Investment Update – Market Meltdown & Oil War

Here Comes the Bear

Since the last newsletter, the market has been moving in all directions.  This week, the sell-off continued and after today’s (March 11th) loss, we are now officially in a bear market (a loss of 20% or greater) for the first time in 11 years! Not only has there been continued fear regarding the economic impact of the coronavirus, but we had the largest drop in oil prices since the invasion of Kuwait (30%).  This was a one-two punch that pushed the market over the edge.

Over the weekend, there was a standoff between Saudi Arabia and Russia regarding decreasing oil supply (due to lower demand) which resulted in the Saudi’s playing a game of chicken and deciding to increase production.

Are We at the Bottom?

No one knows.  There has been an increase in strategists claiming we are near a bottom (amongst them Jim Paulsen).  However, based on history, the bottom is never settled quickly, and we likely will have more down days to come.

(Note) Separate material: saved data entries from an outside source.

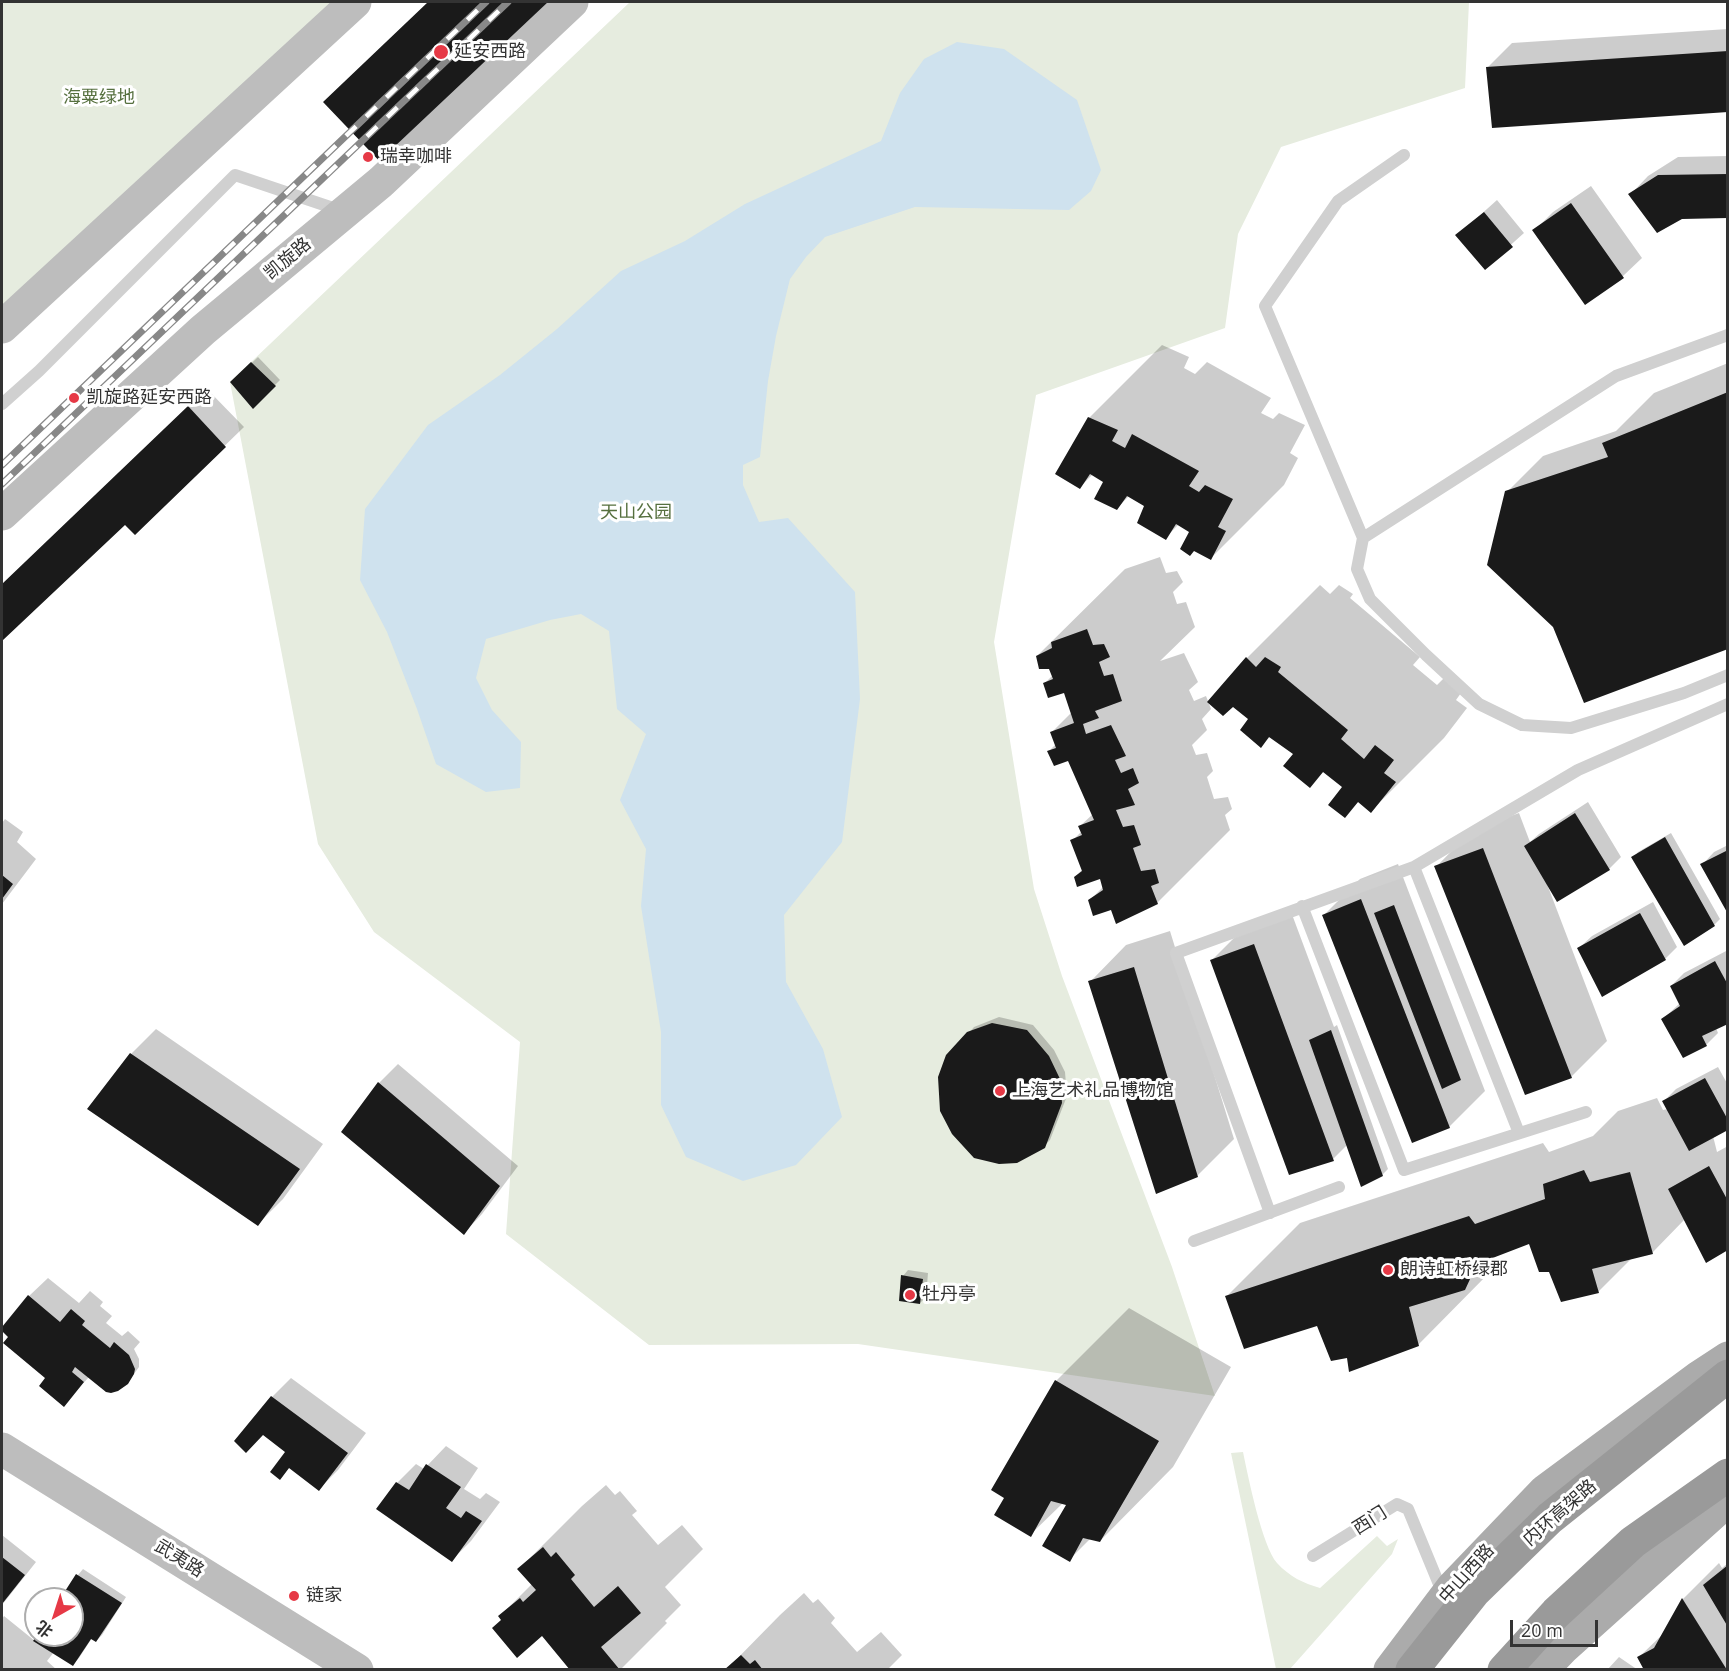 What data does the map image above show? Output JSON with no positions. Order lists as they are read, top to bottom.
{
  "streets": {
    "highway": ["内环高架路"],
    "main road": ["中山西路"],
    "street": ["凯旋路", "武夷路"],
    "lane": ["西门"]
  },
  "crossings": [
    ["西门", "中山西路"]
  ],
  "parks": ["海粟绿地", "天山公园"],
  "places": [
    "延安西路",
    "瑞幸咖啡",
    "凯旋路延安西路",
    "上海艺术礼品博物馆",
    "朗诗虹桥绿郡",
    "牡丹亭",
    "链家"
  ],
  "scale_bar": "20 m",
  "north": "bottom left"
}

What we do know is we are in an environment of panic selling, and the panic has likely not abated.  Warren Buffet was asked about the market today and he responded,

“If you stick around long enough, you’ll see everything in markets.  And it may have taken me to 89 years of age to throw this one into the experience, but the markets, if you have to be open second by second, they react to news in a big-time way.”

We live in a 24-hour news cycle which helps perpetuate the panic.  Still, Buffet believes 1987 and 2008 are far worse than what we’ve seen so far.

What Should We Do?

Regarding what to do, the answer remains the same: stay invested.  This is not intended to be a flippant response.  As advisors, we are not immune to the same emotions and fears as our clients.  However, corrections, as uncomfortable as they can be, are a natural part of the investment cycle and over the long term, investors who stay invested – rather than trying to time the markets – have been rewarded.

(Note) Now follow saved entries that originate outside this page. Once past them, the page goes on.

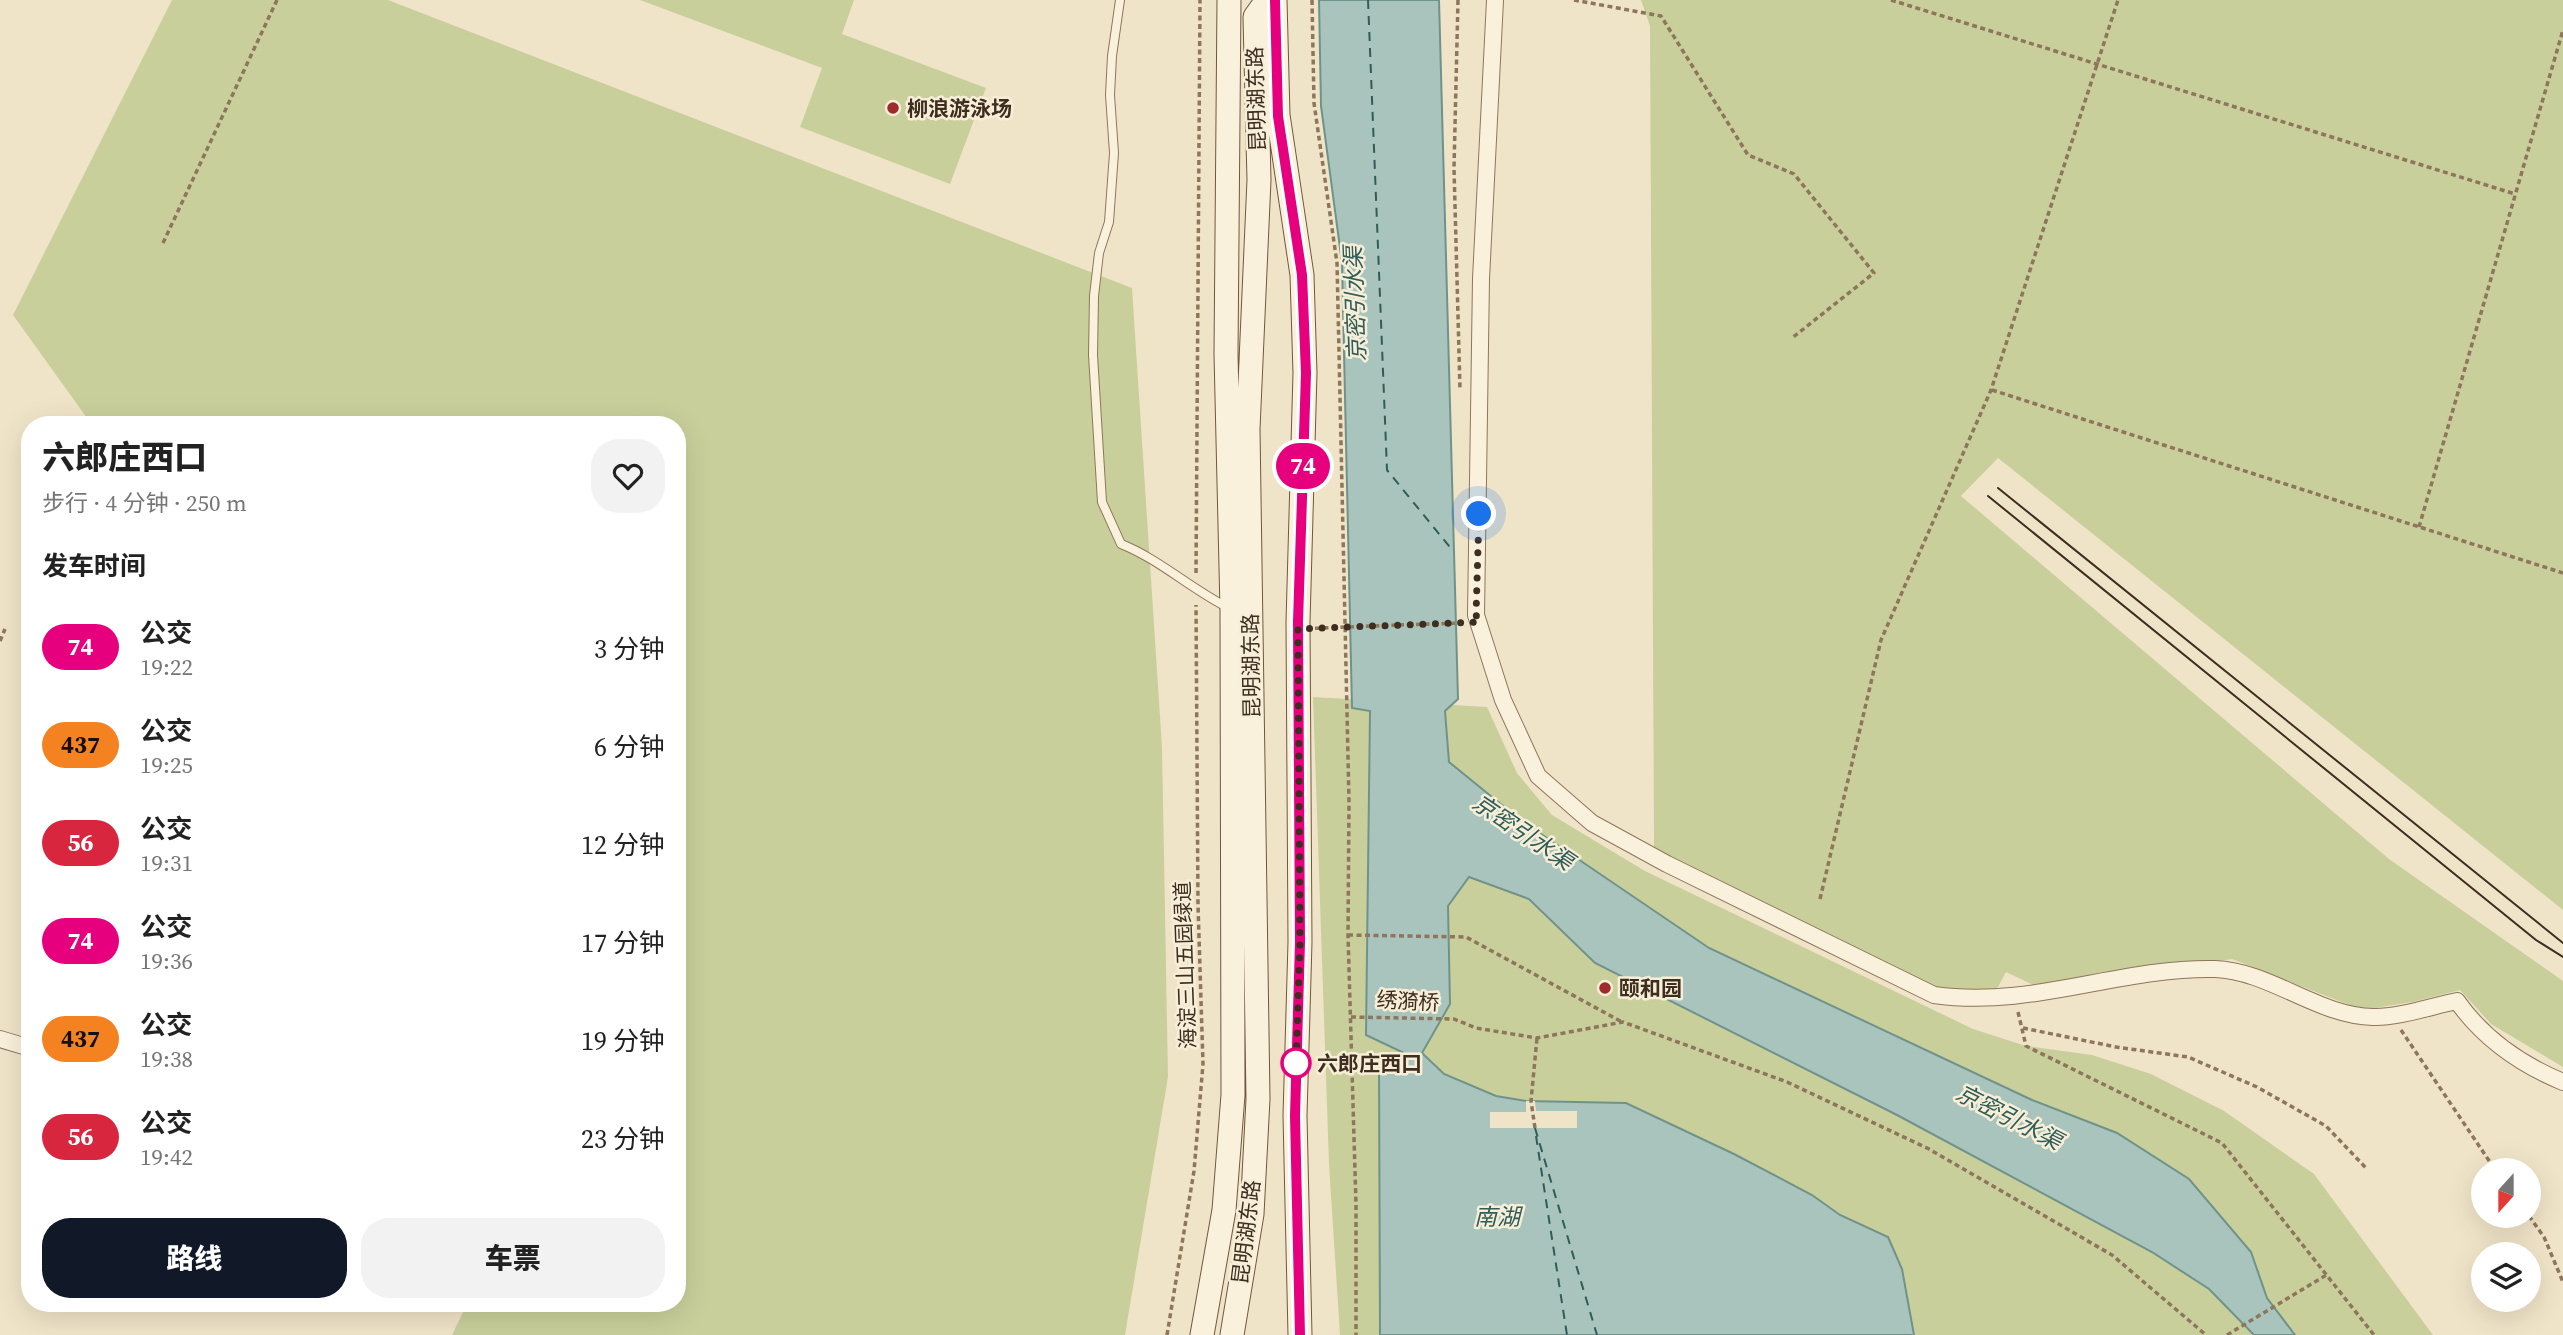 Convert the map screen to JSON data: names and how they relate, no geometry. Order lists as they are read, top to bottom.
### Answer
{
  "streets": {
    "main road": ["昆明湖东路"],
    "path": ["海淀三山五园绿道", "绣漪桥"]
  },
  "water": ["京密引水渠", "南湖"],
  "places": ["柳浪游泳场", "颐和园", "六郎庄西口"],
  "lines": ["bus line 74"],
  "north": "bottom",
  "page": {
    "on_map": "74",
    "heading": [
      ["六郎庄西口", "步行 · 4 分钟 · 250 m"],
      "发车时间"
    ],
    "list": [
      {
        "mark": "74",
        "name": "公交",
        "note": "19:22",
        "value": "3 分钟"
      },
      {
        "mark": "437",
        "name": "公交",
        "note": "19:25",
        "value": "6 分钟"
      },
      {
        "mark": "56",
        "name": "公交",
        "note": "19:31",
        "value": "12 分钟"
      },
      {
        "mark": "74",
        "name": "公交",
        "note": "19:36",
        "value": "17 分钟"
      },
      {
        "mark": "437",
        "name": "公交",
        "note": "19:38",
        "value": "19 分钟"
      },
      {
        "mark": "56",
        "name": "公交",
        "note": "19:42",
        "value": "23 分钟"
      }
    ],
    "buttons": ["路线", "车票"]
  }
}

This market decline may also represent an opportunity to buy quality companies at attractive prices. If you have extra money sitting on the sidelines, this could very well be the opportunity you have been waiting for.

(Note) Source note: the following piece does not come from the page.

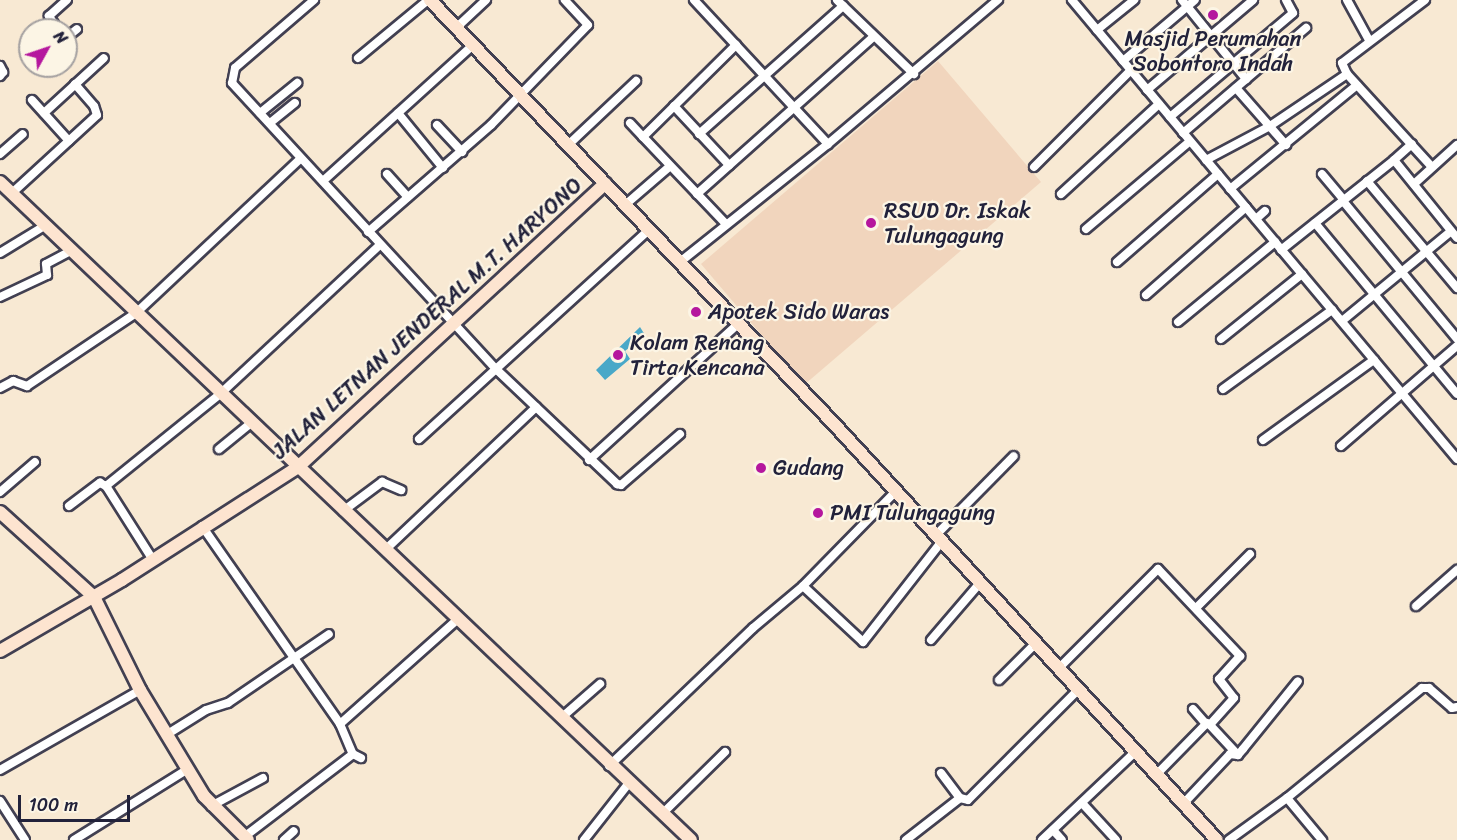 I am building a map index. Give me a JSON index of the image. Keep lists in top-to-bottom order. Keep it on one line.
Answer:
{"streets":{"street":["JALAN LETNAN JENDERAL M.T. HARYONO"]},"places":["Masjid Perumahan Sobontoro Indah","RSUD Dr. Iskak Tulungagung","Apotek Sido Waras","Kolam Renang Tirta Kencana","Gudang","PMI Tulungagung"],"scale_bar":"100 m","north":"top right"}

I’ve included the chart below to demonstrate the risk of not being invested and missing out on the stock market’s best days, which often come after large declines like we have recently seen.

Dont miss the best days graphSource: Morningstar, NEI Investments, S&P 500 TR in USD and do not include dividends.

What Are We Doing?

As your advisors, we are keeping abreast of the situation and following economic and thought leaders.  We are also keeping in touch with you through regular communications and will be sending out these newsletters on a weekly basis (rather than quarterly), mindful of the situation we are all facing today.  It’s also important to remember the fundamentals of diversification.  Our recommendations are based on time-tested values, with risk mitigation based on proper asset allocation strategies and risk tolerances.  Those best-in-class solutions have top industry leaders at the helm of this crisis.

One asset class that hasn’t been talked about in the news is fixed income (bonds).  We have seen news about yields falling, but not the positive side of this:  the rising price of bonds.  What that means to our clients is that their bond funds have increased in value (between 3-6% depending on the type of fund).

For our retired or risk adverse clients, the fixed income is providing a cushion to their portfolios.  It’s important to remember that just because the index goes down by 20%, it doesn’t mean your portfolio went down that much.

Looking Ahead

Again, the price of oil, the coronavirus, a recession, etc, still do not impact our view of what the markets are going to do in the next 5, 10, or 15 years down the road.  Our advice is to be vigilant with your health, and don’t let the headlines lure you into a short-term response that will undermine your long-term investment success.

We have helped you prepare as best we can and are monitoring the situation daily.  Furthermore, we commit to continue serving you as we have done in the past and will continue to do during this difficult period in time.

1 Comment

  1. Bev Albert

    Thanks for the info which gives us some direction and I hope I live long enough to regain the loss.